Ideas are shaping the future
From the national capitals to the African Union Headquarters in Addis Ababa and the United Nations headquarters in New York, the future is increasingly being shaped by those who invest in the generation of new knowledge and ideas. New knowledge and ideas are shaping policy and governance narratives and in many cases enabling people to monopolize the spaces for policy conversation and dialogue. In the hallways of the African Union, major policy agendas with profound policy implications for individuals, households, communities, nations, gender and different demographic communities are emerging
The governance and development agenda of the continent is vast and changing in a variety of ways. In the political arena, the African Union has adopted a number of instruments covering democracy, rule of law, elections, accountability and many others. Many of these instruments are rarely followed or are hardly known. The processes through which they are developed remain the preserve of public sector bureaucrats and there are hardly any clear mechanisms or political will to translate them into practice. Critical citizen constituencies such as professional bodies, religious formations, trade unions or civil society continue to play at the fringes of the continental political discourse largely transacted within the barricaded architecture of the African Union.
A series of continental development policy frameworks have been adopted since 2000. The New Economic Partnership for Africa’s Development (NEPAD) and the African Peer Review Mechanism (APRM) brought promise and hope to a continent that was on a path to claim the first decade of the 21st century. In a 2010 report titled Lions on the Move, McKinsey Global Institute pointed out that Africa’s collective GDP in 2008 was estimated at $1.6 trillion. The report further estimated that consumer spending for the same year was $860 billion presenting considerable growth potential and opportunities for business. A combination of efforts at deepening regional integration, changing demographic structure, increased participation of women and a vibrant young population are generating a sense of optimism about the prospects of business opportunity on the continent.
The entry into force of the Africa Free Trade Area (AfCFTA) agreement in May 2019 was heralded as another new beginning. The agreement is projected to create the largest free trade area in the world measured by the number of countries participating. It will connect Africa’s 1.3 billion people across 55 countries with a combined gross domestic product (GDP) estimated at $3.4 trillion. A host of other continental strategies such as African Mining Vision, Green Recovery Action plan 2021-2027 and many others have been adopted although there is evidence that a broader cross-section of the African people don’t know their existence or the opportunities they present.

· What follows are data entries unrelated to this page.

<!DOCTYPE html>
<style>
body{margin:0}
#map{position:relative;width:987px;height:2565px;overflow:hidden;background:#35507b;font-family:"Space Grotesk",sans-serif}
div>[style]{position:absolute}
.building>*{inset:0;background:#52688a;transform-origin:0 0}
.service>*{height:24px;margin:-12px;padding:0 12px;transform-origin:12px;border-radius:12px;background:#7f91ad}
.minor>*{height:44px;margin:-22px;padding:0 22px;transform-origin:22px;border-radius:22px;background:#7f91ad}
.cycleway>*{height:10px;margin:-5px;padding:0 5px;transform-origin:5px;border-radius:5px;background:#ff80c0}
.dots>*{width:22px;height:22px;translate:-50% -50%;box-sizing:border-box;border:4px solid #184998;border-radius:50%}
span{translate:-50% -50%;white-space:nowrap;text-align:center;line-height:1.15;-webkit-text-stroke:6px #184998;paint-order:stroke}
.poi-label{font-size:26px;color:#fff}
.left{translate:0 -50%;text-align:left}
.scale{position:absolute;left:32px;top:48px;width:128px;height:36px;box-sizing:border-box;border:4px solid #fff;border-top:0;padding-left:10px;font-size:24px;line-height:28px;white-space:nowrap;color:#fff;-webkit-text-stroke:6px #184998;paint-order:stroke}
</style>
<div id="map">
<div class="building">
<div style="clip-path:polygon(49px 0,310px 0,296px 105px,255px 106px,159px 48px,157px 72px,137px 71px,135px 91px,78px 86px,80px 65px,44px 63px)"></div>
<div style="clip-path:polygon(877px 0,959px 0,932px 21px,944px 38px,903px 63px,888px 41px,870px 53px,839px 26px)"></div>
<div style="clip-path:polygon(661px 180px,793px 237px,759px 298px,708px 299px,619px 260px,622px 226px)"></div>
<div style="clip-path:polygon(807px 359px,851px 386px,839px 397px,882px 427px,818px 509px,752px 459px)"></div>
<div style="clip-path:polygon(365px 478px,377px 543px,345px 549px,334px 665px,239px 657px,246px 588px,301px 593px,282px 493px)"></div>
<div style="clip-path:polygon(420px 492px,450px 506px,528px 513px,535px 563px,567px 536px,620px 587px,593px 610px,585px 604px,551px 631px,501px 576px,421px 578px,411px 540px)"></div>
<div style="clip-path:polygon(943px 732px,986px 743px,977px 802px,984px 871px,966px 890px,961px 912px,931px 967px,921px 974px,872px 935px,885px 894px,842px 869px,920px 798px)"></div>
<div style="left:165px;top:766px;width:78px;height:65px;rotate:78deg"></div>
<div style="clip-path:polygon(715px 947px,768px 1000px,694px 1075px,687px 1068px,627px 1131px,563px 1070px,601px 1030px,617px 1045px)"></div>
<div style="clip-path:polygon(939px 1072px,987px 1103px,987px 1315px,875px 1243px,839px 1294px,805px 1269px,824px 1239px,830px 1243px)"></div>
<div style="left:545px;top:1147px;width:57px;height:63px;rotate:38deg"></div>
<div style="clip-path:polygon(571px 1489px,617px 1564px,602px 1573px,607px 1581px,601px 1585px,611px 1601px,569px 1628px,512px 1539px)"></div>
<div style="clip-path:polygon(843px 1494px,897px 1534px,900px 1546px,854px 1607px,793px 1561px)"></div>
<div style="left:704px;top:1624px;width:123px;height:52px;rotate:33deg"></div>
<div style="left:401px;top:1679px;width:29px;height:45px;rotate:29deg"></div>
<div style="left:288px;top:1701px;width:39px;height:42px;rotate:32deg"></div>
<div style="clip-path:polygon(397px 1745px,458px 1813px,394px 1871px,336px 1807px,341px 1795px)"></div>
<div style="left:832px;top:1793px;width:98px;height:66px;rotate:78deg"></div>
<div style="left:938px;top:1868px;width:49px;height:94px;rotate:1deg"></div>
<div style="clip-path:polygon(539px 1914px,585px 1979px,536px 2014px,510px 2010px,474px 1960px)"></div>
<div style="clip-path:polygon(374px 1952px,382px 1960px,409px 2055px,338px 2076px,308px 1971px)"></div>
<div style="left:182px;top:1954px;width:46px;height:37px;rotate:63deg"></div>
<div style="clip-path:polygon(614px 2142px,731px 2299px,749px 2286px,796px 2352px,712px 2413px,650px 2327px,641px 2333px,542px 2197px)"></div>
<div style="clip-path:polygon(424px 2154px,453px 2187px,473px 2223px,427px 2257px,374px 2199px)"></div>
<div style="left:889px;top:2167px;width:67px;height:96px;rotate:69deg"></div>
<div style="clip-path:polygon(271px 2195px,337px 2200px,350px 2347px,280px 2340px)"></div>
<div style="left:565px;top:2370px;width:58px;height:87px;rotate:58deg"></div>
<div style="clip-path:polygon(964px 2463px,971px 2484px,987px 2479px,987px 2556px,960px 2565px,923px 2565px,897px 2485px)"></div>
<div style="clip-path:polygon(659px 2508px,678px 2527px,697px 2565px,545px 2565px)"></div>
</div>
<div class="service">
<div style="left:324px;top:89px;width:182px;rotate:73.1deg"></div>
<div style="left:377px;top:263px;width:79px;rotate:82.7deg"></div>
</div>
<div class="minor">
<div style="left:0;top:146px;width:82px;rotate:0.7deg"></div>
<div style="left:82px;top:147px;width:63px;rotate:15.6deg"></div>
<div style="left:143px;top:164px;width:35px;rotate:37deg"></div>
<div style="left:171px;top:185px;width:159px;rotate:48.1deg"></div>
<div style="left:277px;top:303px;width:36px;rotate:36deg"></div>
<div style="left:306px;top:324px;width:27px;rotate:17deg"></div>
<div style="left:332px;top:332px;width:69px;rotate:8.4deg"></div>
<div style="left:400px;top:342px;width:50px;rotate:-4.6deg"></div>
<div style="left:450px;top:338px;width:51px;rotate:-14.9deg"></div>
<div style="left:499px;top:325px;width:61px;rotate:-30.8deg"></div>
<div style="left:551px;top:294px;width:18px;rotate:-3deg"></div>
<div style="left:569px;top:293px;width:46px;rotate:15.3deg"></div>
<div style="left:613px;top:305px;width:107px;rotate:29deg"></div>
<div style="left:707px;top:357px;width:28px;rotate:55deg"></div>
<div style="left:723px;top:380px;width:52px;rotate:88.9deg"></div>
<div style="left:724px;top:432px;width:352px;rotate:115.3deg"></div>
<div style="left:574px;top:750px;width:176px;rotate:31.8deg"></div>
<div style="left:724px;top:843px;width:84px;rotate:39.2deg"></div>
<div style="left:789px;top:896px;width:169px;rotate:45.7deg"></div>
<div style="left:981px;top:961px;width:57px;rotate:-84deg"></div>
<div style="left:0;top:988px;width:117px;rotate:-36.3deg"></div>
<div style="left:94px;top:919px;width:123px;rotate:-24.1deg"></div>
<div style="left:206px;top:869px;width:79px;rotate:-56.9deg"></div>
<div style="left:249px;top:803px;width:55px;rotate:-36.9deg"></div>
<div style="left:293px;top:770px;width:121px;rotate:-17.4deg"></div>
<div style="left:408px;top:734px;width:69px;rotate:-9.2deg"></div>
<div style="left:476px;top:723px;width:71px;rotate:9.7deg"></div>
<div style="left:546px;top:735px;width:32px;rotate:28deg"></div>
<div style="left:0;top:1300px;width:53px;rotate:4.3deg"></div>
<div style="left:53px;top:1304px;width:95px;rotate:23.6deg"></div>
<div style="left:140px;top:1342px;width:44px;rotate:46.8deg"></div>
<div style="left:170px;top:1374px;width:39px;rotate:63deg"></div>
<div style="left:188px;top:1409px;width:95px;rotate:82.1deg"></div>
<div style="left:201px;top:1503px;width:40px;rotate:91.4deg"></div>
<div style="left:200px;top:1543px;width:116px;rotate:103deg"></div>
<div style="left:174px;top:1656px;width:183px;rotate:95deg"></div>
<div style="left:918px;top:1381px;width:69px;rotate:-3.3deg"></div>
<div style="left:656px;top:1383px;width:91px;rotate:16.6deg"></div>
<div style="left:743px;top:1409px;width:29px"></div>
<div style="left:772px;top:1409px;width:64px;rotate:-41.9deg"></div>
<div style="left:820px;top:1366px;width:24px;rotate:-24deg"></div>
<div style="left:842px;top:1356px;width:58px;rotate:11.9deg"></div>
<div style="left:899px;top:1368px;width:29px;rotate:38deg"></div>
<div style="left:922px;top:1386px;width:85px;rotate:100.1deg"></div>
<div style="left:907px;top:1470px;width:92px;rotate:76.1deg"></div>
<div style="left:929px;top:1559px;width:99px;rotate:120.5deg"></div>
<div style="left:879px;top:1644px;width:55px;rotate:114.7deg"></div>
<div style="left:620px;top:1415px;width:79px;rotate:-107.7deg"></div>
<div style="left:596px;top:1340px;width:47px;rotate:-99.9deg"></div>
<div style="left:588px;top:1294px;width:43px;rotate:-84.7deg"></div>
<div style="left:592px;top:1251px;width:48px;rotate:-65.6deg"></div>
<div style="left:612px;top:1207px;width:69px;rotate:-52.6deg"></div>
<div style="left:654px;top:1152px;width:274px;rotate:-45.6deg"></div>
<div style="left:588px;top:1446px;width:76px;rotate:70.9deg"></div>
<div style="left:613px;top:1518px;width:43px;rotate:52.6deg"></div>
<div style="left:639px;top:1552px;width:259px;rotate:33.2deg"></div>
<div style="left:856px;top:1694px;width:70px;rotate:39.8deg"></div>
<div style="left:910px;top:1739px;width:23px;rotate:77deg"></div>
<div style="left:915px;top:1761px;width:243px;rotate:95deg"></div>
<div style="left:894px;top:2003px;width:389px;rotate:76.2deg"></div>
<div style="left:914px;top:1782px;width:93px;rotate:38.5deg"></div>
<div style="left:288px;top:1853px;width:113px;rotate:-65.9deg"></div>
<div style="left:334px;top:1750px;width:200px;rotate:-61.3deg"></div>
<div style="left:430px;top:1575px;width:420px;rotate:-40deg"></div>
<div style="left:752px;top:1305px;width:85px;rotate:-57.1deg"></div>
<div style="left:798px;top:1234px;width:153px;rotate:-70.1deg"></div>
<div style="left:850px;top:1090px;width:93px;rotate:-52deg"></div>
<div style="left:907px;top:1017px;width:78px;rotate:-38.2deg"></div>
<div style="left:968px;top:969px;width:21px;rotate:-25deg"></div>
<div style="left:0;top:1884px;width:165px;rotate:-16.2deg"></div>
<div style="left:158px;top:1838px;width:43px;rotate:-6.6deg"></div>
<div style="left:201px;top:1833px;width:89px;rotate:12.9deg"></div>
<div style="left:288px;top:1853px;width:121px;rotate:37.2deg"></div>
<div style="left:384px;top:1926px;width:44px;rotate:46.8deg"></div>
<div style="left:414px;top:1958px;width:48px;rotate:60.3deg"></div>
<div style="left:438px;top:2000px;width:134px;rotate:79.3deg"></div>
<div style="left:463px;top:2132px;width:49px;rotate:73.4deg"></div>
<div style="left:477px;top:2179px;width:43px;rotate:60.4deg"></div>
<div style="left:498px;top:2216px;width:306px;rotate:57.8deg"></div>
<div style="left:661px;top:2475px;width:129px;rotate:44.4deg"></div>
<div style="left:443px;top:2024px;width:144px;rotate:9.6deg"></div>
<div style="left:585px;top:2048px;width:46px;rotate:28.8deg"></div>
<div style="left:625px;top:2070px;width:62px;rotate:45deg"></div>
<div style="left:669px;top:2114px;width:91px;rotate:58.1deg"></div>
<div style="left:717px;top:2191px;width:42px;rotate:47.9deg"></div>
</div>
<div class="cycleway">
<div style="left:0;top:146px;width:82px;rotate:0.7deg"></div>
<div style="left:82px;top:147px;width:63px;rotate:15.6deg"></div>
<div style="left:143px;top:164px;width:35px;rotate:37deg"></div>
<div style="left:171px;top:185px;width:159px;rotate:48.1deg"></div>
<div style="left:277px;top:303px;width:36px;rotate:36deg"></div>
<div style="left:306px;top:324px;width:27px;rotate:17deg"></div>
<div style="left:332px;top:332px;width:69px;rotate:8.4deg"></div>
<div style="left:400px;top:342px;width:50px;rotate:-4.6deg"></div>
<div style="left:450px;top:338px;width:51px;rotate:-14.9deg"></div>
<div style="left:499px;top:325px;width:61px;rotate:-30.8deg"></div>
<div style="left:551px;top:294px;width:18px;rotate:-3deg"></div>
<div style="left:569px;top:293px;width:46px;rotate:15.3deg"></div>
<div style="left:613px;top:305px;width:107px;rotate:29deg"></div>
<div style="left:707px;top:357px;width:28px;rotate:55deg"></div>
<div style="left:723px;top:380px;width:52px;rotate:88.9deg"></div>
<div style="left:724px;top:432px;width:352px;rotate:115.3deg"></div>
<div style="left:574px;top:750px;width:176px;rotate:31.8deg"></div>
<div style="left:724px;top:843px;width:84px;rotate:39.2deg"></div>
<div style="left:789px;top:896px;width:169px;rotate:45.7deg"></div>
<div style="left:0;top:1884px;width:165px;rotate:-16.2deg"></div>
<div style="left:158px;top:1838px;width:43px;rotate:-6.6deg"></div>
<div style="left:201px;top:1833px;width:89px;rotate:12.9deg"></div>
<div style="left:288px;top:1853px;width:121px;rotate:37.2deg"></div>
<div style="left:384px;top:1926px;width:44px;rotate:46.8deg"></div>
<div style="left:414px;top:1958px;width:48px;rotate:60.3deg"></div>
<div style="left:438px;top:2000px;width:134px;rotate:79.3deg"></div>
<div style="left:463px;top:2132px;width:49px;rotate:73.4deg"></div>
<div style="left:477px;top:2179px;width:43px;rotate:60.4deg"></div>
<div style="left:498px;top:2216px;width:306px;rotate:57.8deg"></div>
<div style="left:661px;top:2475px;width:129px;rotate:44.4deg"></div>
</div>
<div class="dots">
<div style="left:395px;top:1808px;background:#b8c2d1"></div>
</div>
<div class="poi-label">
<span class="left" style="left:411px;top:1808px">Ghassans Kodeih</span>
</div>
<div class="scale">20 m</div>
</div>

The fundamental challenge for the continent is how to get more African peoples engaged in the conversations about the present and the future governance and development trajectory. There are not many forums outside officialdom where African’s talk about these commitments by African heads of state and African Union bureaucrats. Most of the citizens’ conversations are located in national spaces as such conversations are often led by national level civic organizations. There are very few think tanks that are dedicated to study and understand complex regional issues and public policy responses to emerging policy challenges. Most of the think tanks in the sub-region are national in character or mainly pursue national policy agenda.
The Great Lakes Policy Round Table Series, therefore, are purposed to draw together thinkers, academicians, business leaders, civil society activists, government officials, media, policymakers and practitioners with interest in the Great Lakes and its geo-politics. The initiative is non-partisan and is hosted at the Great Lakes Institute for Strategic Studies (GLISS)
What do we seek to accomplish?
The overall objective of the Great Lakes Policy Round Table Series is to encourage and sustain a bipartisan dialogue on contemporary and emerging governance and public policy issues affecting the African continent. Our commitment is to get Africans from all segments of society talking about African issues as well as other issues that impact the continent.
The Series aim at pursuing the following specific objectives:
- Convene regular dialogues on governance and public policy;
- Publish think pieces in the Great Lakes Policy Updates;
- Support African governments and AU institutions in policy outreach.
The Great Lakes Round Table Series is designed to evolve as a dynamic and interactive platform where Africa relevant knowledge on governance and public policy is generated, shared and disseminated.
The Great Lakes Round Table Series are convened both as physical and virtual events. The mode of convening is designed to ensure the widest participation of Africans both on the continent and in the diaspora. Deliberate efforts are made to ensure there is full participation of women, young people and citizens engaged in informal businesses. The Series will also use a variety of modes of presentations including guest speakers, panel presentations and guest lecture sessions, among others.
About Great Lakes Institute for Strategic Studies (GLISS)
Great Lakes Institute for Strategic Studies (GLISS) is an independent regional policy think tank based in Kampala, Uganda. Our work is organized around 6 broad programme areas: democracy and rule of law; regional security governance; inclusive growth and development; cyber policy and digital rights; strategic minerals and oil governance, and climate change and climate finance. Our four-pillar business model focuses on the use of evidence to inform public policies that improve the delivery of public services that create a positive impact in transforming communities.